Are banks less relevant in the funding ecosystem?

Going by data for 2014-15, yes.

According to data compiled by Mint, loans from banks accounted for only a third of the debt funds raised in 2014-15.

That includes funds raised from banks, market borrowings and external commercial borrowings.

The share of bank credit in overall debt raised has fallen steadily over the years but it fell sharply last year with companies moving towards cheaper and quicker sources of financing at a time when interest rates on bank loans remained high and many banks went slow on approvals because they were worried about the rising pile of bad loans on their books.

Companies have exhibited such behaviour in the past too, but these have been short-term.

This shift could be more permanent, given increased liquidity in the domestic markets and stronger demand in the international market for Indian paper.

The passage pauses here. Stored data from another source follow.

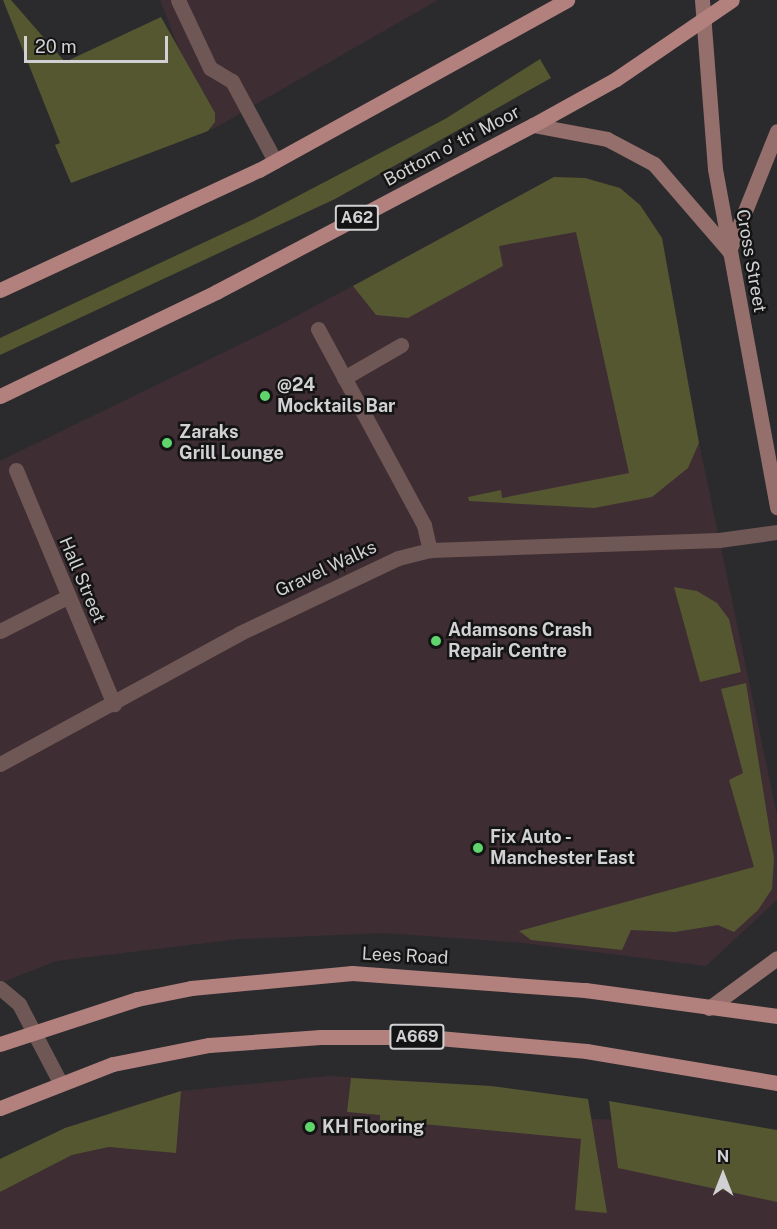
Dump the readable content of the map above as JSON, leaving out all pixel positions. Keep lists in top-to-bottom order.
{
  "streets": {
    "main road": [
      "Bottom o' th' Moor",
      "A62",
      "Cross Street",
      "Lees Road",
      "A669"
    ],
    "street": ["Gravel Walks", "Hall Street"]
  },
  "crossings": [
    ["Bottom o' th' Moor", "A62"],
    ["Bottom o' th' Moor", "Cross Street"],
    ["A62", "Cross Street"],
    ["Gravel Walks", "Hall Street"]
  ],
  "places": [
    "@24 Mocktails Bar",
    "Zaraks Grill Lounge",
    "Adamsons Crash Repair Centre",
    "Fix Auto - Manchester East",
    "KH Flooring"
  ],
  "scale_bar": "20 m",
  "north": "top"
}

Incremental credit from banks in 2014-15 was 5.2 trillion, 30% of the 17.2 trillion raised cumulatively from banks, market borrowings and foreign loans and bonds. A year ago, the share of banks was at 47%, having slipped from above 50% in the 2010-12 period. The analysis is based on data from the Reserve Bank of India (RBI) and financial data provider Prime Database.

“For companies, borrowing from the market may prove to be cheaper by 100-200 basis points as compared with the interest rate they would have to pay on loans, which is why they may choose to diversify. Another reason is that bank credit usually takes between one to three months before disbursement, while market borrowings can be closed within a week," said Ajay Manglunia, head, fixed income, Edelweiss Financial Services Ltd, explaining the shift away from banks.

The difference between market borrowing rates and bank borrowing rates was particularly pronounced last financial year as bond yields fell in anticipation of interest rate cuts by RBI. The lower yields reflected in the cost of borrowing in the commercial paper market. The interest rate on AAA rated 1-year commercial paper averaged 8.91% last financial year, according to data from Bloomberg.

On the flip side, banks kept their base lending rates steady through most of the last financial year arguing that their cost of funds had not reduced. A slight reduction in bank lending rates was announced in April after RBI governor Raghuram Rajan rubbished those arguments. Even today, the base lending rate of banks remains in the 9.7-10% range.

The rate difference pushed firms towards the markets, pushing up commercial paper borrowings by 40% to 5.8 trillion. “This trend is positive for the companies because they now have access to a diversified market, which augurs well for companies," said Prabal Banerjee, president, finance and strategy, at the Bajaj Group.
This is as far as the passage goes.